La crypte s'ouvrit devant lui comme une gorge béante.
Elle était plus vaste que la chapelle elle-même, voûtée, ses arcs retombant sur des piliers massifs ornés de motifs qu'il ne reconnut pas—non chrétiens, non romans, anciens. Les dalles du sol étaient disposées en motif concentrique autour d'un objet central qu'Edward ne put immédiatement discerner. Lorsqu'il ajusta sa bougie, la flamme vacilla, et son reflet se multiplia dans des centaines d'yeux qui s'ouvrirent aux murs.
Non. Des cavités. Des niches funéraires.
Chacune contenait une statue funéraire, un gisant de pierre, mains jointes dans une prière éternelle. Certaines portaient des armures, d'autres des robes ecclésiastiques. Une seule—la plus proche de l'entrée—était celle d'une femme, son visage sculpté dans une expression si sereine qu'elle semblait sourire.
Le cœur d'Edward manqua un battement.
À sa ceinture : un médaillon de pierre, soigneusement sculpté, mais il reconnut sa forme. C'était le même médaillon que celui qu'il avait trouvé dans le puits, celui qui contenait le portrait de Marie Leclair.

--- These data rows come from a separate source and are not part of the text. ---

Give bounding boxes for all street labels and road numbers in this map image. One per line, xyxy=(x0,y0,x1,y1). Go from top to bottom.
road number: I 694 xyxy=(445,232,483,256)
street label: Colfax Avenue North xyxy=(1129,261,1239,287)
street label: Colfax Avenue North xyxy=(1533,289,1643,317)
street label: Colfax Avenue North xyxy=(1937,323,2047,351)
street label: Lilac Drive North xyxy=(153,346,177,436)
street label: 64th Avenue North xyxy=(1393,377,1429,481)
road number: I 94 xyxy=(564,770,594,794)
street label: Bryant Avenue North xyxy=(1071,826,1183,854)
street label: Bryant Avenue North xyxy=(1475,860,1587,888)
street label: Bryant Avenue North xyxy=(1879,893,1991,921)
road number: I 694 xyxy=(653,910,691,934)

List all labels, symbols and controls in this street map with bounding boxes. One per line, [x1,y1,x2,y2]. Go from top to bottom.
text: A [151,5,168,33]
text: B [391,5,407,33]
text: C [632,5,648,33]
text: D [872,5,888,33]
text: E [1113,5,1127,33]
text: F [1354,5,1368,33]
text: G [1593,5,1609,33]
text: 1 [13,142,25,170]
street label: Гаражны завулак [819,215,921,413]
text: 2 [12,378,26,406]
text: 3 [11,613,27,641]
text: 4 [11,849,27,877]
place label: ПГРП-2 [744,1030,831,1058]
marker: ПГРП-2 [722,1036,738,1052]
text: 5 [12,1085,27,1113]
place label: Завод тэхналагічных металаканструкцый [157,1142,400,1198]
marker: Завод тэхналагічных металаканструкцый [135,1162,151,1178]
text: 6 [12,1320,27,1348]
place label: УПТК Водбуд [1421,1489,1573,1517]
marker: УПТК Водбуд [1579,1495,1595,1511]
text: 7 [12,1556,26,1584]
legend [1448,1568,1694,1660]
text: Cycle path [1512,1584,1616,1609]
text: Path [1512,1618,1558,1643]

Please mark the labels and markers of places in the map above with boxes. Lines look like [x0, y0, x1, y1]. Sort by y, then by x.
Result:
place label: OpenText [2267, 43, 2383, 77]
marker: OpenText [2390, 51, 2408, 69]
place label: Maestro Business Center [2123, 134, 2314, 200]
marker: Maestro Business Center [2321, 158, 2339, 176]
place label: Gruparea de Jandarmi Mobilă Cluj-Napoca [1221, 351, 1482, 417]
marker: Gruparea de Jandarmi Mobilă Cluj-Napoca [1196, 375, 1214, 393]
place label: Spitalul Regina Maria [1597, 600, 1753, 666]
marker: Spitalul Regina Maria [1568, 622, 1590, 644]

Il détourna le regard, forcé, attiré vers le centre de la salle.
La tombe de pierre reposait sur un piédestal, massive, dénuée de toute ornementation—sa surface lisse comme de l'eau figée, contrastant avec les sculptures environnantes. Et en son centre, précisément, se trouvait une serrure à l'architecture identique à celles du portail du caveau : même spirale brisée, mêmes entrées dentelées.
Edward s'agenouilla devant elle, sortit la clé de sa poche. Sa main tremblait, non de froid, mais d'une anticipation viscérale—une certitude, troublante, que ce qu'il allait dévoiler ne ressemblerait à rien de ce qu'il avait imaginé. Il guida la clé dans la serrure, la tourna.
*Clack.*
Le plateau de pierre bascula sans effort, révélant un escalier secondaire qui plongeait sous la tombe dans une obscurité absolue. Un souffle monta des profondeurs—non de l'air, mais quelque chose de plus organique, un exhalaison qui portait cette odeur de tourbe, de marais, de terre primordiale, et plus faiblement, une note qu'il ne s'expliqua pas : une odeur de sang ancien.
Sous lui, dans le noir, quelque chose bougea.
Et cette fois, ce ne fut pas une apparition dans un miroir, ni un visage dans une eau noire. Ce fut un son—un clapotis régulier, presque imperceptible, comme une eau vive courant sur la pierre.
Edward se releva. Dans sa poitrine, son cœur cognait contre ses côtes comme une chose prisonnière. Il regarda les ténèbres ouvertes à ses pieds, et il comprit que tous les secrets du château convergeaient ici—dans le ventre des choses, là où aucune prière n'avait jamais atteint.
Il prit une inspiration et engagea le premier pas dans l'escalier.